[Data supplied]
═══

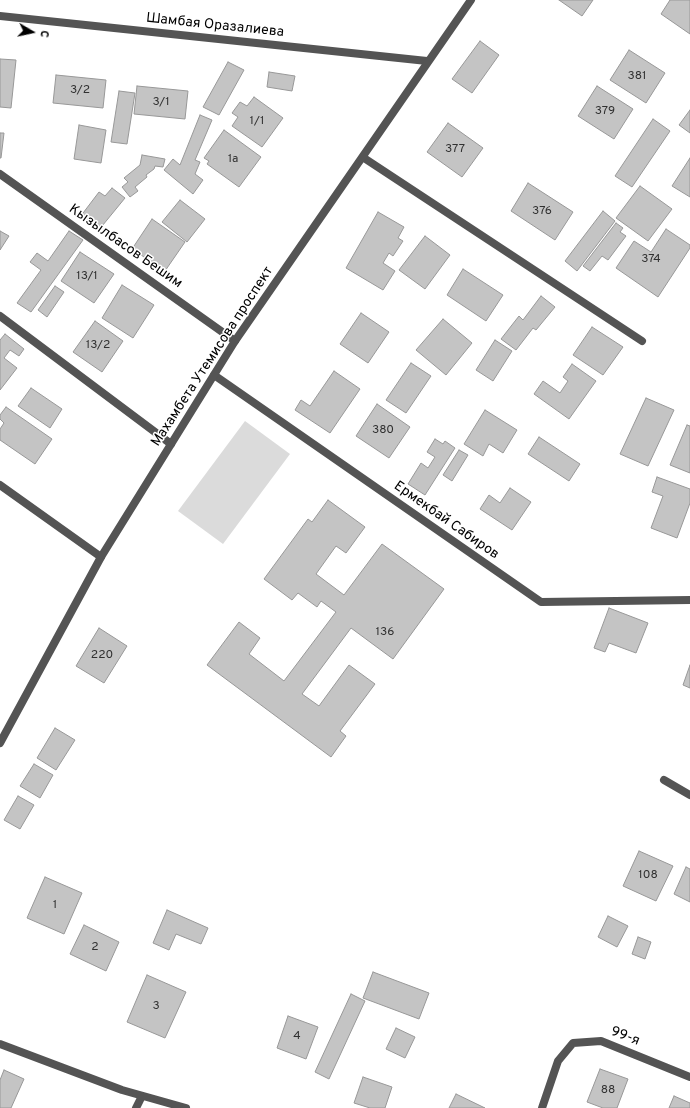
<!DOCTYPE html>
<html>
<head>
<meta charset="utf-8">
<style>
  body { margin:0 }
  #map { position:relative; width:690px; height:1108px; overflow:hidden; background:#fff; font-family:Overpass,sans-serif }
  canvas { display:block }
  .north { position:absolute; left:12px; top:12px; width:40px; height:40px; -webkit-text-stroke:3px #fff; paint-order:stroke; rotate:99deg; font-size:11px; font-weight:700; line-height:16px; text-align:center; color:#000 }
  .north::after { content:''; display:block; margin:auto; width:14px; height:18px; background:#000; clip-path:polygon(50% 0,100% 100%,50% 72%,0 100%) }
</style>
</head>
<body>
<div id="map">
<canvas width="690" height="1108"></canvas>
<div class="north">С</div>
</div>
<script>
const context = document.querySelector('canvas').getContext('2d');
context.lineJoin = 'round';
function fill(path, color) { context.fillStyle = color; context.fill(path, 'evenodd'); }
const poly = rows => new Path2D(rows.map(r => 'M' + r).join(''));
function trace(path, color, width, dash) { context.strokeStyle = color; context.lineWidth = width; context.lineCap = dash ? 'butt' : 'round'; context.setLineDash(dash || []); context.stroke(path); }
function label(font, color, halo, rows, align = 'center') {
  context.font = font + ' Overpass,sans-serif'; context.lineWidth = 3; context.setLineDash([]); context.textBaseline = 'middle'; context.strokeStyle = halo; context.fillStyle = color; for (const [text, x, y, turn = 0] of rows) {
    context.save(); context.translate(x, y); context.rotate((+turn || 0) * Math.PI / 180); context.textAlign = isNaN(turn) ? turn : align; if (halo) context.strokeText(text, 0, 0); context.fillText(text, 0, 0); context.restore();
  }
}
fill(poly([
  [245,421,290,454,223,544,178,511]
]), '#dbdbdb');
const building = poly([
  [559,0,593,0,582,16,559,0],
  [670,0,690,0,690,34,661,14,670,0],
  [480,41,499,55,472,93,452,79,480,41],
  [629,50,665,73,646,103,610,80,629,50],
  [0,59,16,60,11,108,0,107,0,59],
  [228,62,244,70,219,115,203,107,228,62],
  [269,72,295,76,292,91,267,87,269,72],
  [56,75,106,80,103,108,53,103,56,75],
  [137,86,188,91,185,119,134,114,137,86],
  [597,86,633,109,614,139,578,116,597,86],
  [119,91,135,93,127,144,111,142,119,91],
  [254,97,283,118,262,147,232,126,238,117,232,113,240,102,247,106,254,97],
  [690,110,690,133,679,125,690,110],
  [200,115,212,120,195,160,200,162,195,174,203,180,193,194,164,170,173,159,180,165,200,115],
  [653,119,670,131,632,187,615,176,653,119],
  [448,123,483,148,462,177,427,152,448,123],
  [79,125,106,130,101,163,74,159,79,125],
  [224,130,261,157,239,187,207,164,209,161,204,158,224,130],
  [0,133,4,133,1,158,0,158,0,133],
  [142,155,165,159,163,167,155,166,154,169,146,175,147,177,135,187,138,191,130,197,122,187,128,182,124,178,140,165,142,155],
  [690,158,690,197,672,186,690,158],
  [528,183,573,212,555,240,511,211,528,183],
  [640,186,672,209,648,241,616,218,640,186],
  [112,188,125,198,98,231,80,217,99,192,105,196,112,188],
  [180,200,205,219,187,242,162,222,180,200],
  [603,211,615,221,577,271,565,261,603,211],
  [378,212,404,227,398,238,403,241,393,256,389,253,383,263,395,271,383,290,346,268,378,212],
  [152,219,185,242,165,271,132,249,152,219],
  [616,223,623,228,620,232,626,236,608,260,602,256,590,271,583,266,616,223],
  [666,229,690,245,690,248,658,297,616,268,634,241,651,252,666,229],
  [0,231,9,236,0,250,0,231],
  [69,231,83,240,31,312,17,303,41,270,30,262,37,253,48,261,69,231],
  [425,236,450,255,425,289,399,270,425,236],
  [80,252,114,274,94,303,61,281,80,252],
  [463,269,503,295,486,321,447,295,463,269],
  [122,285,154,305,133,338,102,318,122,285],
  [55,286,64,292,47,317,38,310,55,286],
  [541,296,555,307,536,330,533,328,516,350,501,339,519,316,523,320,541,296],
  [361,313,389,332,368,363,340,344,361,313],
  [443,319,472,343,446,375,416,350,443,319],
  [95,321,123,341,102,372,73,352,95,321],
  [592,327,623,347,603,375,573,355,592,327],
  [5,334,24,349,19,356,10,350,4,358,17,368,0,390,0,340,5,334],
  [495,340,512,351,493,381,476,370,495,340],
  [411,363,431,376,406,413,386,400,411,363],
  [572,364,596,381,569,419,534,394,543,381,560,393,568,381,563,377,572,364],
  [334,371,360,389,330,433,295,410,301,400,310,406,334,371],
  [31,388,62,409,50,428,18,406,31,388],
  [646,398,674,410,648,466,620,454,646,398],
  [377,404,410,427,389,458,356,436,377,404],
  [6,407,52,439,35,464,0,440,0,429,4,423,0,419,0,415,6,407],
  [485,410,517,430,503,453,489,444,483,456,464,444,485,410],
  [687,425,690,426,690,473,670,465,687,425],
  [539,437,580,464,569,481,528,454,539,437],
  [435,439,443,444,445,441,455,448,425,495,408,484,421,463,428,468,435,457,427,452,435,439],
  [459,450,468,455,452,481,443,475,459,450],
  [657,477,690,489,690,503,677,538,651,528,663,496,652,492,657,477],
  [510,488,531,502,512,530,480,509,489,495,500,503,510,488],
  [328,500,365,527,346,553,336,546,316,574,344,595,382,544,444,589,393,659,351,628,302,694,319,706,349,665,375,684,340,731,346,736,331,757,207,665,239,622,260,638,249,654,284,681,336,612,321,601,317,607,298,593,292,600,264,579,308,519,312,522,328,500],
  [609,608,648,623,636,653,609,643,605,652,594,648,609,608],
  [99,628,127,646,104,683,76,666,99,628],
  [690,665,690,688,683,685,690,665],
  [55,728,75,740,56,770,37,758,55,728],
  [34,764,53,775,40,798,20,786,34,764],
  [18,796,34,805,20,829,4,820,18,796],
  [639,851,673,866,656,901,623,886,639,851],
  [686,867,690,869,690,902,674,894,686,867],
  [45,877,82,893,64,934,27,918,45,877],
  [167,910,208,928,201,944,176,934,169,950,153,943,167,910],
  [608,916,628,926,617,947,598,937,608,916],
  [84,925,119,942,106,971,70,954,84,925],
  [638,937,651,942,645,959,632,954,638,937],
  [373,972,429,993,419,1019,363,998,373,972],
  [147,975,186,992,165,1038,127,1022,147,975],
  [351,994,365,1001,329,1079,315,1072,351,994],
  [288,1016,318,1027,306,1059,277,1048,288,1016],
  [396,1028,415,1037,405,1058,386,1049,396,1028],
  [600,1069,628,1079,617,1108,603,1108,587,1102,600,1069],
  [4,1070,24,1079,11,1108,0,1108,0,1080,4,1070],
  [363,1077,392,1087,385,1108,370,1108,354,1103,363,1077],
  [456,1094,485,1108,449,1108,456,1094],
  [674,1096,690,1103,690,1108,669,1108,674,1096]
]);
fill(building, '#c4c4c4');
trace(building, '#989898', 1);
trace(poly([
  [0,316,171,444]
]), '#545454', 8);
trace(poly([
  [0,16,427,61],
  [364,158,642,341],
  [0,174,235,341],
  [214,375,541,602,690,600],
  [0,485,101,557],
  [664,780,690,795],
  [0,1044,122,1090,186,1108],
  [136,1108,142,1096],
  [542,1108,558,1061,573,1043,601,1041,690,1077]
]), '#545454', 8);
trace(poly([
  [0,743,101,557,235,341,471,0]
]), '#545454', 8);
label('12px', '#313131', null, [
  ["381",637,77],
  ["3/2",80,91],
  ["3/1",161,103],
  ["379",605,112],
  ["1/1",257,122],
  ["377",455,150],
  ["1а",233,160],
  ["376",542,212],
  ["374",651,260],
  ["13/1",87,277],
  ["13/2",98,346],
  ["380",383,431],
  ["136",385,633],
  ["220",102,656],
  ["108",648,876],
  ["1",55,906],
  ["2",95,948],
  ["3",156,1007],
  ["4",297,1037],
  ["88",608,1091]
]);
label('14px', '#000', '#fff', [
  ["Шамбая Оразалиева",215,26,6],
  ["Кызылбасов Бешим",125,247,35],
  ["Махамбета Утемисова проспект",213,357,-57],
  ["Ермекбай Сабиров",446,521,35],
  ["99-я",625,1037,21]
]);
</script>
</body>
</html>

═══

[What is being asked]
Could you reproduce, exactly, every line above from the line with "context = document.querySelector('canvas').getContext('2d');" to the line with "[245,421,290,454,223,544,178,511]", and no other line? Both ends count.

[Task solution]
const context = document.querySelector('canvas').getContext('2d');
context.lineJoin = 'round';
function fill(path, color) { context.fillStyle = color; context.fill(path, 'evenodd'); }
const poly = rows => new Path2D(rows.map(r => 'M' + r).join(''));
function trace(path, color, width, dash) { context.strokeStyle = color; context.lineWidth = width; context.lineCap = dash ? 'butt' : 'round'; context.setLineDash(dash || []); context.stroke(path); }
function label(font, color, halo, rows, align = 'center') {
  context.font = font + ' Overpass,sans-serif'; context.lineWidth = 3; context.setLineDash([]); context.textBaseline = 'middle'; context.strokeStyle = halo; context.fillStyle = color; for (const [text, x, y, turn = 0] of rows) {
    context.save(); context.translate(x, y); context.rotate((+turn || 0) * Math.PI / 180); context.textAlign = isNaN(turn) ? turn : align; if (halo) context.strokeText(text, 0, 0); context.fillText(text, 0, 0); context.restore();
  }
}
fill(poly([
  [245,421,290,454,223,544,178,511]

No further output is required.